• Task: Write out the lines below once more, exactly as they appear. Do not include pictures.

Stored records
***
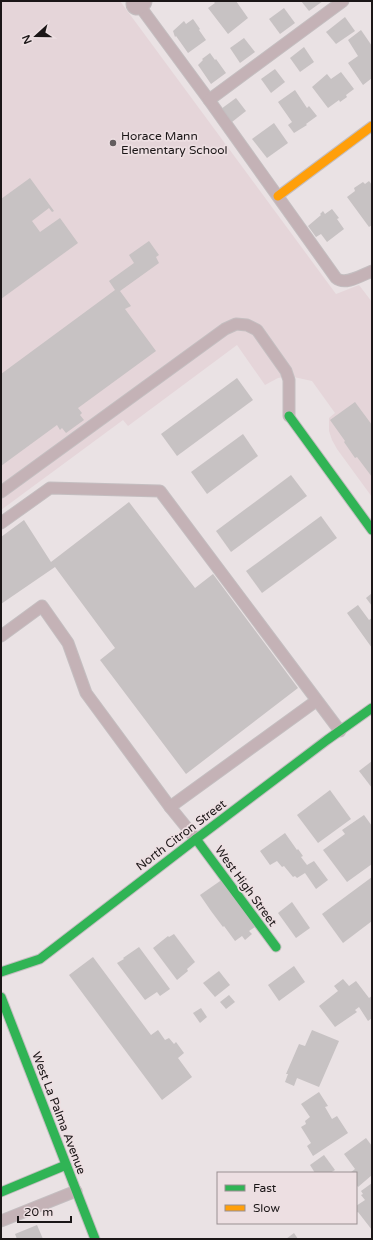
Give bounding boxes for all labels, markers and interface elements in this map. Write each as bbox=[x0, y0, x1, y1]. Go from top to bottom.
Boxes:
north arrow bbox=[16, 16, 56, 56]
text: N bbox=[19, 33, 35, 46]
place label: Horace Mann Elementary School bbox=[121, 129, 228, 157]
marker: Horace Mann Elementary School bbox=[108, 138, 118, 148]
street label: North Citron Street bbox=[133, 796, 229, 873]
street label: West High Street bbox=[212, 843, 280, 929]
street label: West La Palma Avenue bbox=[29, 1050, 89, 1176]
legend bbox=[217, 1172, 357, 1224]
text: Fast bbox=[253, 1181, 277, 1195]
scale bar bbox=[18, 1198, 71, 1224]
text: Slow bbox=[253, 1201, 280, 1215]
text: 20 m bbox=[24, 1205, 53, 1219]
***
• Result for this task:
Give bounding boxes for all labels, markers and interface elements in this map. Write each as bbox=[x0, y0, x1, y1]. Go from top to bottom.
Boxes:
north arrow bbox=[16, 16, 56, 56]
text: N bbox=[19, 33, 35, 46]
place label: Horace Mann Elementary School bbox=[121, 129, 228, 157]
marker: Horace Mann Elementary School bbox=[108, 138, 118, 148]
street label: North Citron Street bbox=[133, 796, 229, 873]
street label: West High Street bbox=[212, 843, 280, 929]
street label: West La Palma Avenue bbox=[29, 1050, 89, 1176]
legend bbox=[217, 1172, 357, 1224]
text: Fast bbox=[253, 1181, 277, 1195]
scale bar bbox=[18, 1198, 71, 1224]
text: Slow bbox=[253, 1201, 280, 1215]
text: 20 m bbox=[24, 1205, 53, 1219]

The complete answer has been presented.